Section 9.2. Right of Action.
All rights of action with respect to this Agreement are vested
in the Holders of the Warrants, and any Holder of any Warrant, may, on such
Holder's own behalf and for such Holder's own benefit, enforce, and may
institute and maintain any suit, action or proceeding against the Company
suitable to enforce, or otherwise in
18
respect of, such Holder's right to exercise such Warrants in the manner provided
in the Warrant Certificate representing such Warrants and in this Agreement.
ARTICLE X
MISCELLANEOUS
Section 10.1. Payment of Taxes.
Subject to Article VI hereof, all shares of Common Stock
purchasable upon the exercise of Warrants shall be validly issued, fully paid
and not subject to any calls for funds, and the Company shall pay any taxes and
other governmental charges that may be imposed under the laws of the United
States of America or any political subdivision or taxing authority thereof or
therein in respect of the issue or delivery thereof upon exercise of Warrants
(other than taxes on or measured by income imposed on any Holder). The Company
shall not be required, however, to pay any tax or other charge imposed in
connection with any transfer involved in the issue of any certificate for shares
of Common Stock (including other securities or property purchasable upon the
exercise of the Warrants) or payment of cash to any Person other than the Holder
of a Warrant Certificate surrendered upon the exercise of a Warrant and in case
of such transfer or payment, the Company shall not be required to issue any
share certificate or pay any cash until such tax or charge has been paid or it
has been established to the Company's satisfaction that no such tax or charge is
due.
Section 10.2. No Merger, Consolidation or Sale of Assets of the
Company.
Except as otherwise provided herein, the Company will not
merge into or consolidate with any other Person, or sell or otherwise transfer
all or substantially all of its property and assets to any Person, unless the
entity resulting from such merger or consolidation, or such Person, shall
expressly assume the due and punctual performance and observance of each and
every covenant and condition of this Agreement or contained in the Warrants to
be performed and observed by the Company.
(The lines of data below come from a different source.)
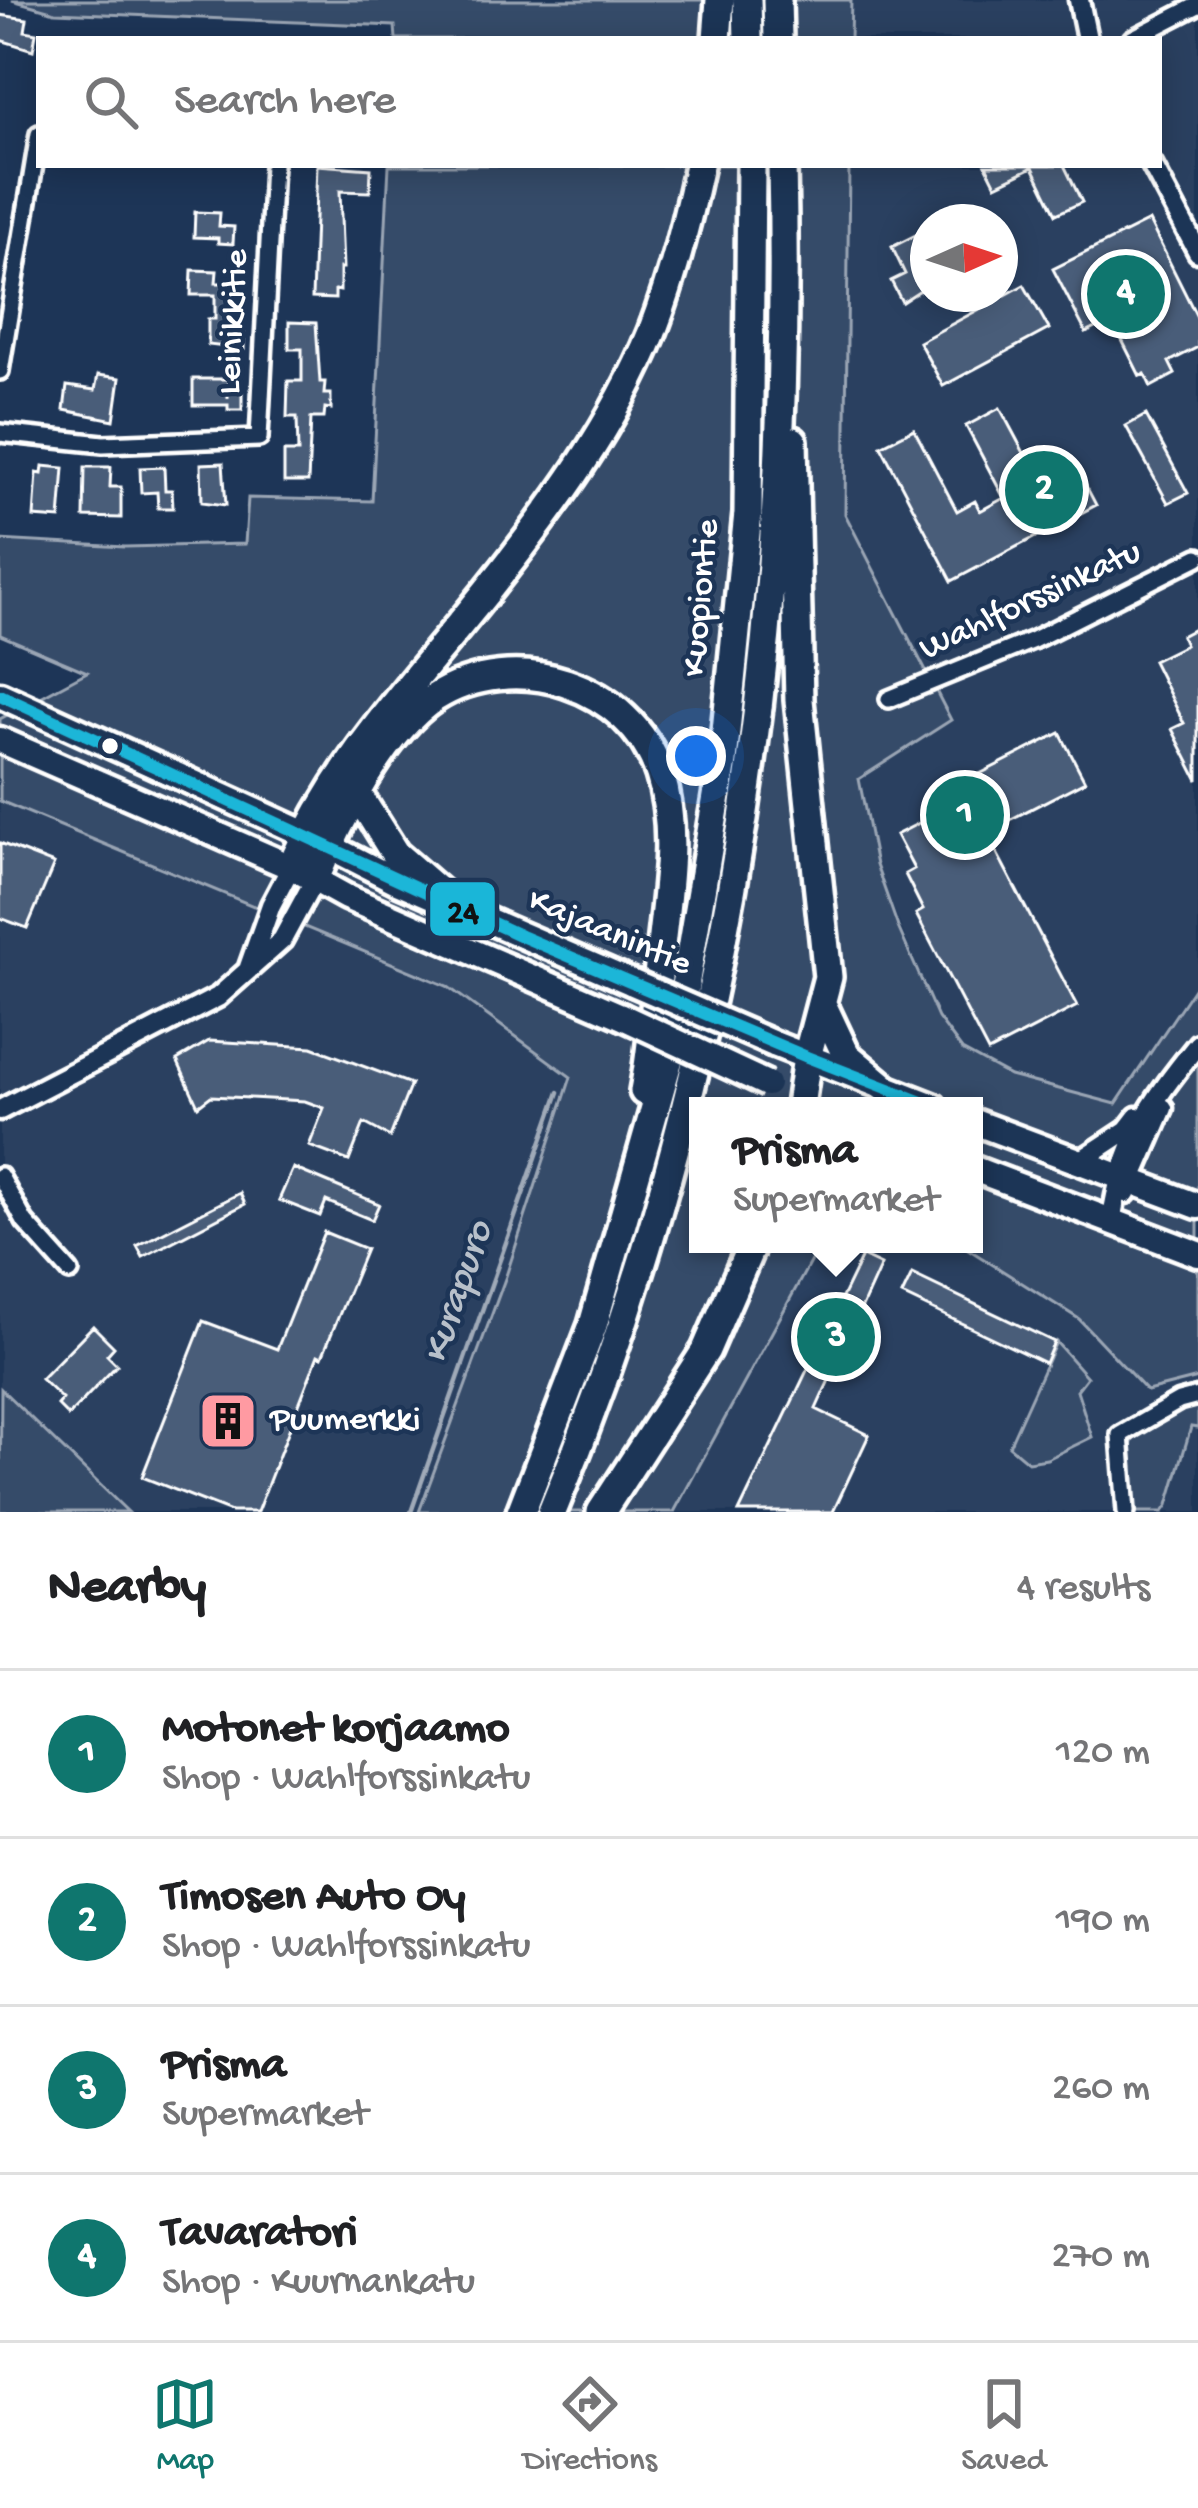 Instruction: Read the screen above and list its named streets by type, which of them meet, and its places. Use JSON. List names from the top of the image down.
{
  "streets": {
    "highway": ["Kuopiontie"],
    "main road": ["Kajaanintie"],
    "street": ["Leinikkitie", "Wahlforssinkatu"]
  },
  "water": ["Kurapuro"],
  "places": {
    "building": ["Puumerkki"]
  },
  "lines": ["transit line 24"],
  "north": "right",
  "page": {
    "search": "Search here",
    "pins": [
      "4",
      "2",
      "1",
      "3"
    ],
    "popup": ["Prisma", "Supermarket"],
    "heading": ["Nearby", "4 results"],
    "list": [
      {
        "mark": "1",
        "name": "Motonet korjaamo",
        "note": "Shop · Wahlforssinkatu",
        "value": "120 m"
      },
      {
        "mark": "2",
        "name": "Timosen Auto Oy",
        "note": "Shop · Wahlforssinkatu",
        "value": "190 m"
      },
      {
        "mark": "3",
        "name": "Prisma",
        "note": "Supermarket",
        "value": "260 m"
      },
      {
        "mark": "4",
        "name": "Tavaratori",
        "note": "Shop · Kuurnankatu",
        "value": "270 m"
      }
    ],
    "nav": ["Map", "Directions", "Saved"]
  }
}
Section 10.3. Notices; Payment.
(a) Any notice, demand or delivery authorized by this
Agreement shall be sufficiently given or made when mailed, if sent by first
class mail, postage prepaid, addressed to any Holder of a Warrant at such
Holder's last known address appearing on the register of the Company and to the
Company as follows:
To the Company:
Akorn, Inc.
0000 Xxxxxxxxx Xxxxx
Xxxxxxx Xxxxx, Xxxxxxxx 00000
Fax No.: (000) 000-0000
19
Attention: Xxxxx Xxxxx
or such other address as shall have been furnished to the party giving or making
such notice, demand or delivery. Any notice that is mailed in the manner herein
provided shall be conclusively presumed to have been duly given when mailed,
whether or not the Holder receives the notice.
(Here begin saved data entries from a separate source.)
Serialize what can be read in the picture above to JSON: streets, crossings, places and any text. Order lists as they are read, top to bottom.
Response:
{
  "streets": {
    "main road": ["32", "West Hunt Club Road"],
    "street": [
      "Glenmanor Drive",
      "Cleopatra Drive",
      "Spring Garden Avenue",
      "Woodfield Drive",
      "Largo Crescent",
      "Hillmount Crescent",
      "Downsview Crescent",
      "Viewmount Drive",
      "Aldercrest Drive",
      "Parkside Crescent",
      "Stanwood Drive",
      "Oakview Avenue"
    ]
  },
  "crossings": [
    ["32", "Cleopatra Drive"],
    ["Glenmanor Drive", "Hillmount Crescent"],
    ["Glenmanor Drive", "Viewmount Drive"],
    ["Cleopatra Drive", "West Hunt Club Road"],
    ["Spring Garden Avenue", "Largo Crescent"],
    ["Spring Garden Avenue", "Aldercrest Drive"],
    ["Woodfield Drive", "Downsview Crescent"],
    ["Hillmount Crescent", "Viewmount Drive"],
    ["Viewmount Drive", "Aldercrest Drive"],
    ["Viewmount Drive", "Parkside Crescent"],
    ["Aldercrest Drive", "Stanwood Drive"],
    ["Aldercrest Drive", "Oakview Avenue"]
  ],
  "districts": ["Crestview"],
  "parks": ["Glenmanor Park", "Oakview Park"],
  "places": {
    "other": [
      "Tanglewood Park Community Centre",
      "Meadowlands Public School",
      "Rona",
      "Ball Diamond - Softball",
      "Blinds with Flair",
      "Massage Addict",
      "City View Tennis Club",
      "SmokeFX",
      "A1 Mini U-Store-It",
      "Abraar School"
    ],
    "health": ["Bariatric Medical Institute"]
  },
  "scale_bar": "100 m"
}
(b) Payment of the Exercise Price shall be made in
accordance with the provisions of this Agreement at the principal executive
office of the Company set forth above.
(c) Any notice required to be given by the Company to the
Holders shall be made by mailing by registered mail, return receipt requested,
to the Holders at their last known addresses appearing on the register
maintained by the Company. Any notice that is mailed in the manner herein
provided shall be conclusively presumed to have been duly given when mailed,
whether or not the Holder receives the notice.
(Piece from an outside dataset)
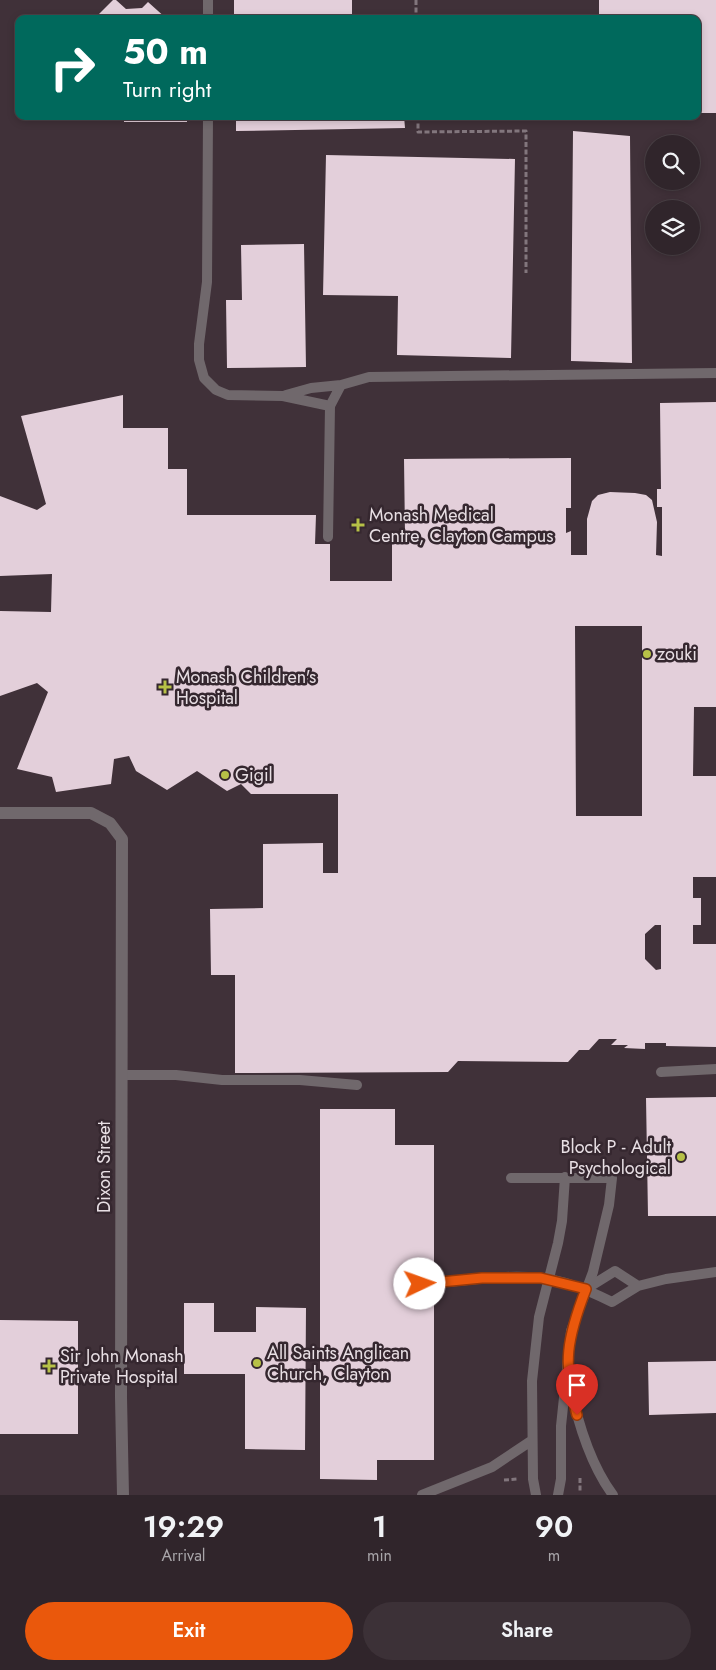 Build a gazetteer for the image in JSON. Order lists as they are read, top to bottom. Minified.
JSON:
{"streets":{"street":["Dixon Street"]},"places":{"health":["Monash Medical Centre, Clayton Campus","Monash Children's Hospital","Sir John Monash Private Hospital"],"other":["zouki","Gigil","Block P - Adult Psychological","All Saints Anglican Church, Clayton"]},"page":{"turn":["50 m","Turn right"],"eta":["19:29","Arrival","1","min","90","m"],"buttons":["Exit","Share"]}}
Section 10.4. Binding Effect.
This Agreement shall be binding upon and inure to the benefit
of the Company and its respective successors and assigns, and the Holders from
time to time of the Warrants. Nothing in this Agreement is intended or shall be
construed to confer upon any Person, other than the Company and the Holders of
the Warrants, any right, remedy or claim under or by reason of this Agreement or
any part hereof.
Section 10.5. Counterparts.
This Agreement may be executed manually or by facsimile in any
number of counterparts, each of which shall be deemed an original, but all of
which together constitute one and the same instrument.
Section 10.6. Amendments.
Any provision of this Agreement may be amended or modified in
whole or in part at any time by an agreement in writing among the Company and
the Holder of the Warrant. No Failure on the part of either the Company or the
Holder of the Warrant to exercise, and no delay in exercising, any right shall
operate as a waiver thereof nor shall any single or partial exercise by either
the Company or the Holder of the Warrant of any right preclude any other or
future exercise thereof or the exercise of any other right.
Section 10.7. Headings.
The descriptive headings of the several Sections of this
Agreement are inserted for convenience only and shall not control or affect the
meaning or construction of any of the provisions hereof.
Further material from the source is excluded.